VMWare, GhettoVCB and Fibre Channel backup issue to a selected Datastore

I have 3 Fibre Channel SANs that I image my VMs to, that share storage with another ESXi host.  The benefit of this is having an entire spare host that I can light up if anything happens to my primary hosts.  I simply rename the backup%date% folder to Backups and all the backup VMs are pointed to their respective vmdks already in that folder.  GhettoVCB, as opposed to trilead or veeam, allows me to FREELY image a running guest VM to this shared datastore on free esxi.  As far as I know, there is no other way to do this at the cost of free.  Veeam wants vcenter and trilead only lets you offload the VMs as disk files to your Local computer.

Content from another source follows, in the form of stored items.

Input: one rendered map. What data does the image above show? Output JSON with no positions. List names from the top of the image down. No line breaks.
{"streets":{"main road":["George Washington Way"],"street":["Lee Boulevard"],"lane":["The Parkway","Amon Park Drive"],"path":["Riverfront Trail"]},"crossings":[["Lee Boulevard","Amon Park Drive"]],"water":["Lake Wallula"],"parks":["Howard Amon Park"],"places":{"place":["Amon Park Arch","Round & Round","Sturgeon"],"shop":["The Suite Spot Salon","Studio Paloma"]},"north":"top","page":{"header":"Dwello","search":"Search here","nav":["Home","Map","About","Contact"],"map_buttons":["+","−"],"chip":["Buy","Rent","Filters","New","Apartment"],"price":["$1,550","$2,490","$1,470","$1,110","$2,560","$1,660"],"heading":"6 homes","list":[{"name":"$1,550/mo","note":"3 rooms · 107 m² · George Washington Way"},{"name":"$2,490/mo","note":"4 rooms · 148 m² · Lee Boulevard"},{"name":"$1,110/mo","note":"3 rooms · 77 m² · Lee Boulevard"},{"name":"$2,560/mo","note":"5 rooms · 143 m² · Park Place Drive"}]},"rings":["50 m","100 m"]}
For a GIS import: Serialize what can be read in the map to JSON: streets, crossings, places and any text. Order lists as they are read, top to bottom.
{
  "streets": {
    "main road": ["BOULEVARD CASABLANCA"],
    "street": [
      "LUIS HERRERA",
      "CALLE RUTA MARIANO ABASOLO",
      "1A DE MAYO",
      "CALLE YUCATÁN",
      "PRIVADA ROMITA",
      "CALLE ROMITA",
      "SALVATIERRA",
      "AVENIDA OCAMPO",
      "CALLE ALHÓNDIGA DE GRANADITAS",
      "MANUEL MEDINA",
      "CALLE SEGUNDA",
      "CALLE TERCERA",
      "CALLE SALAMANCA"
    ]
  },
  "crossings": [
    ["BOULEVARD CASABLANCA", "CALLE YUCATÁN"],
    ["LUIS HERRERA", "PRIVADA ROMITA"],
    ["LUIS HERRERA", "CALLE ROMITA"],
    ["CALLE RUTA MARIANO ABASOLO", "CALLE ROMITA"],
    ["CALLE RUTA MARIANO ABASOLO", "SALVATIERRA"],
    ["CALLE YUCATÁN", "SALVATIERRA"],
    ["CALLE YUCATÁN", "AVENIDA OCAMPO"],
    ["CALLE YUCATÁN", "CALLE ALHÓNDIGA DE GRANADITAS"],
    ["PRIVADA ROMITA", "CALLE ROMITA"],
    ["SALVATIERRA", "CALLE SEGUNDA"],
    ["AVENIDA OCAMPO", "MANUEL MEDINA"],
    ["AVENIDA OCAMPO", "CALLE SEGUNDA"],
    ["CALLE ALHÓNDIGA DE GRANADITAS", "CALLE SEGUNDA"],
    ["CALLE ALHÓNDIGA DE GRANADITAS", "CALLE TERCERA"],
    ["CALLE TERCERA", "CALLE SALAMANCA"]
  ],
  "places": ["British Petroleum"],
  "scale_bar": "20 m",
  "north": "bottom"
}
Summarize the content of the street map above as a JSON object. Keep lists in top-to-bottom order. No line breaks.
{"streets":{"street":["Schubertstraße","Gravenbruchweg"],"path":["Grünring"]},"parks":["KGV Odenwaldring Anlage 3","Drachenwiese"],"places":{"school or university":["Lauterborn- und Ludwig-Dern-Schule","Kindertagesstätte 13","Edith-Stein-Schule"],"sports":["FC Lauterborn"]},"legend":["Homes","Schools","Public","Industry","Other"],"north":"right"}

With that all being said, please don't grill me about my backup solution or methods, I have my reasons and up until now, they've been tried and true.  

Problem:

Out of my three fibre channel SANs, I have 6 giant RAID-0 arrays, 2 per box.    I have two esxi hosts with 6 VMs per.  Host A and Host B.  All 12 VMs backup using a script I wrote to which ever datastore is next in rotation, allowing to have multiple copies of my datacenter if I need to revert back, etc..  Three of the VMs on Host A fail to backup successfully ever since upgrading all three hosts (Host A, Host B and my spare host) to Dell's latest rev of VMWARE 6.0 U1 (OCT '15).  But, they only fail on one of the datastores out of the 6...  I remember, even though the backup was set for thin disks, it said something about enabling vmkernel for 2gb sparse when it began.  All three disks are OS disks that ghettovcb complains about.  Two windows 2008 and one 2008r2.  Even wierder, I used the p2v converter to re-image the smallest of the three failed VMs back to the host and it still fails...

My only assumption is that something to do with the block size of that datastore is causing an issue?  I've nuked the software RAID and formatted the disks, still have the issue.  I've changed the name of the backup folder and when I re-imaged the one VM with p2v, it even rename the disk file..  I want to say all disks involved have been "extended" a couple of times, but I'm not 100%.  At least two of them have, though.   When the hosts were 5.5, this datastore worked fine and the other 9 VMs would agree.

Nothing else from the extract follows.